About this task: Pick out all lines of the entries that include the word "districts" and copy them.

Records for the task:
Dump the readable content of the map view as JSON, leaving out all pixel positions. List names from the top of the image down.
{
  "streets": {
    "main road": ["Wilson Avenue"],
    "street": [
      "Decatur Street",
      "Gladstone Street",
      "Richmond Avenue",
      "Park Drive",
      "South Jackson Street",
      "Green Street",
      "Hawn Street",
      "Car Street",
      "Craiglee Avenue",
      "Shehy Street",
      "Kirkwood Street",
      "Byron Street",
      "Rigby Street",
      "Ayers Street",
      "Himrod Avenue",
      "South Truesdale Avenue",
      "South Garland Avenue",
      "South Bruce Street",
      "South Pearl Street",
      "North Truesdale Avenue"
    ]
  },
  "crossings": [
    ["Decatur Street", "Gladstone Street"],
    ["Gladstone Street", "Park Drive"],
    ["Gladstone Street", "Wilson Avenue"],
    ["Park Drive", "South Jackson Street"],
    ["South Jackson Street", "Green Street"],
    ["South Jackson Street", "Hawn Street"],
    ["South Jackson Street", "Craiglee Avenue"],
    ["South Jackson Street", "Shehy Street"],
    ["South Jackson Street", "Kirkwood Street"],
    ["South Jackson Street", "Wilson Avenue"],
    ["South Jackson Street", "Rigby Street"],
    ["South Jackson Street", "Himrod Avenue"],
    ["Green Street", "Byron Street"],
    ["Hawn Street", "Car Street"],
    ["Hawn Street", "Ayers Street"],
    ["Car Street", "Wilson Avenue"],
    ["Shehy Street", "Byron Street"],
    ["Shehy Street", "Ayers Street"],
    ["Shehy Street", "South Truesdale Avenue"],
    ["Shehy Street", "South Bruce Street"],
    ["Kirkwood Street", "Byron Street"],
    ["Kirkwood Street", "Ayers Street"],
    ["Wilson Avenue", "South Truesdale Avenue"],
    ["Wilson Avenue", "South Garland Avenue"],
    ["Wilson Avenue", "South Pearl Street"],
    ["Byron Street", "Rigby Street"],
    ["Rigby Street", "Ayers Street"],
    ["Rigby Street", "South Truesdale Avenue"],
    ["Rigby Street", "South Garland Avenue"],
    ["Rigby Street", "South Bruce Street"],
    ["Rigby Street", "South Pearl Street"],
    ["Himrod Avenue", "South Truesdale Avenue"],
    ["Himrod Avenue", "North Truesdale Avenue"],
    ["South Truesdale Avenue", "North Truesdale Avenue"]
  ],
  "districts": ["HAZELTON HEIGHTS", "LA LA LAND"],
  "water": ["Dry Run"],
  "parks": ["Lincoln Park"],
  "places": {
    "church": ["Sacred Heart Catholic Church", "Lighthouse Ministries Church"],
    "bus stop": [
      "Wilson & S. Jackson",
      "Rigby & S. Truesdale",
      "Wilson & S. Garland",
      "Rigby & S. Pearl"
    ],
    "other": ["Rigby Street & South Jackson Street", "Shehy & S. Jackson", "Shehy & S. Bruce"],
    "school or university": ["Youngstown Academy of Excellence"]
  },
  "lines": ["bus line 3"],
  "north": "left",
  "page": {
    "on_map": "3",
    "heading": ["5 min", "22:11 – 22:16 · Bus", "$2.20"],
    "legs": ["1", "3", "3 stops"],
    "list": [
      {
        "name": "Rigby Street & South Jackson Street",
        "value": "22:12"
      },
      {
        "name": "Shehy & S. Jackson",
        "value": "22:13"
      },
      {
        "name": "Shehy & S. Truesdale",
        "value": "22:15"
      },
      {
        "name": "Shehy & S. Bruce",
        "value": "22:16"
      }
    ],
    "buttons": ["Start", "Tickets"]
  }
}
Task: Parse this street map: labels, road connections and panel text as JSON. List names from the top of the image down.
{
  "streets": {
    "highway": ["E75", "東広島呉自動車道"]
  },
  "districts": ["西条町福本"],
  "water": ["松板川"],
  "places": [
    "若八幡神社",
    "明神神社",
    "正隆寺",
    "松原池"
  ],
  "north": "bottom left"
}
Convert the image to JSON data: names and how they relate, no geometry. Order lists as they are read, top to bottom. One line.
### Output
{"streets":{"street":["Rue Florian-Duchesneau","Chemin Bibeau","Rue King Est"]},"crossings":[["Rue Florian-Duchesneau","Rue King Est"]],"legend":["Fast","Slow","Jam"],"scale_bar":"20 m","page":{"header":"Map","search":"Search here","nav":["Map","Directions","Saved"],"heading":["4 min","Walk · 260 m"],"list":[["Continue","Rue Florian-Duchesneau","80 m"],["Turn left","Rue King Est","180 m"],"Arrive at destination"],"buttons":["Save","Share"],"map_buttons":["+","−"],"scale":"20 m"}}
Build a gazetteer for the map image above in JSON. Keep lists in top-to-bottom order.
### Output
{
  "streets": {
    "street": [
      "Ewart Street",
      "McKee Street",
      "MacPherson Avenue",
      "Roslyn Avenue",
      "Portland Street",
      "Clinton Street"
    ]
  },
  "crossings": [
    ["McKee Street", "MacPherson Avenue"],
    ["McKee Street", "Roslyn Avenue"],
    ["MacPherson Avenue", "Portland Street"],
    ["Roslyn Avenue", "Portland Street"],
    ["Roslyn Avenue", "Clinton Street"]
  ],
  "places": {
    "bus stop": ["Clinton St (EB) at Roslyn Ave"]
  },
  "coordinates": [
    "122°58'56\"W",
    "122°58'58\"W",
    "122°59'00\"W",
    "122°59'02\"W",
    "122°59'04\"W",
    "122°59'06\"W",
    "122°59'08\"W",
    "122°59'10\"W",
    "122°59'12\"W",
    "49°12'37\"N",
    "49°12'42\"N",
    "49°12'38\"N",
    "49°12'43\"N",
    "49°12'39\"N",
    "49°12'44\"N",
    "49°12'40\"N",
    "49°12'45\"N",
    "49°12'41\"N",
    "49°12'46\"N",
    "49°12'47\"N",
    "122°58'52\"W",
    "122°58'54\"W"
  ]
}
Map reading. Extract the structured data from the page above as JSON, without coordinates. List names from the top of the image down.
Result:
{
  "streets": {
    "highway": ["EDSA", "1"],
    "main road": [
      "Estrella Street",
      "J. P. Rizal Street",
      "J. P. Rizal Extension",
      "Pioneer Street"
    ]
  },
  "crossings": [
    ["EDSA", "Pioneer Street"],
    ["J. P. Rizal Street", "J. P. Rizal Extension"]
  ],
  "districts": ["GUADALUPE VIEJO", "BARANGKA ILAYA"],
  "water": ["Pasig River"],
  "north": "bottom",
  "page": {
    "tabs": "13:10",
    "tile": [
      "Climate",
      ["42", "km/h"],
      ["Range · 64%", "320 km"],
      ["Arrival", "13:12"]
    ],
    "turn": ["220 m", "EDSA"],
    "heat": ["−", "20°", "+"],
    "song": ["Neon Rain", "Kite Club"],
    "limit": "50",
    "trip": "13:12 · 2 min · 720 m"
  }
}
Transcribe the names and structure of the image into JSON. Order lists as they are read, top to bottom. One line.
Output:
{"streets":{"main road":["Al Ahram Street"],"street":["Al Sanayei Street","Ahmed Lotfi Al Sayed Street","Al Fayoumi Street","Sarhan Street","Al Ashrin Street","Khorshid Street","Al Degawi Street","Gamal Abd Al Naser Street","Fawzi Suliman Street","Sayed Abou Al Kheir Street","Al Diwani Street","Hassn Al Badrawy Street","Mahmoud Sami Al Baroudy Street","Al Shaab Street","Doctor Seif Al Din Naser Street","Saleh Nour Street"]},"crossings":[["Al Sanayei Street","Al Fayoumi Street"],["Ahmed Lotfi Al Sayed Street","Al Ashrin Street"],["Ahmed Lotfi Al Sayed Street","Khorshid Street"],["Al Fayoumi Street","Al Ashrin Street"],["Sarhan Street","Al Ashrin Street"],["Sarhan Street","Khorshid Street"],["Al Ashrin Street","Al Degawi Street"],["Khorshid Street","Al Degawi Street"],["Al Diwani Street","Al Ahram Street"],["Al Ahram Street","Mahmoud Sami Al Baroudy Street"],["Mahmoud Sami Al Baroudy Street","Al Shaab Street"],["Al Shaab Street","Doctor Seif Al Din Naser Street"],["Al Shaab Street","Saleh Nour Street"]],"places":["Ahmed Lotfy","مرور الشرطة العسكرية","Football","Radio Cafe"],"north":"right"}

Response:
  "districts": ["HAZELTON HEIGHTS", "LA LA LAND"],
  "districts": ["西条町福本"],
  "districts": ["GUADALUPE VIEJO", "BARANGKA ILAYA"],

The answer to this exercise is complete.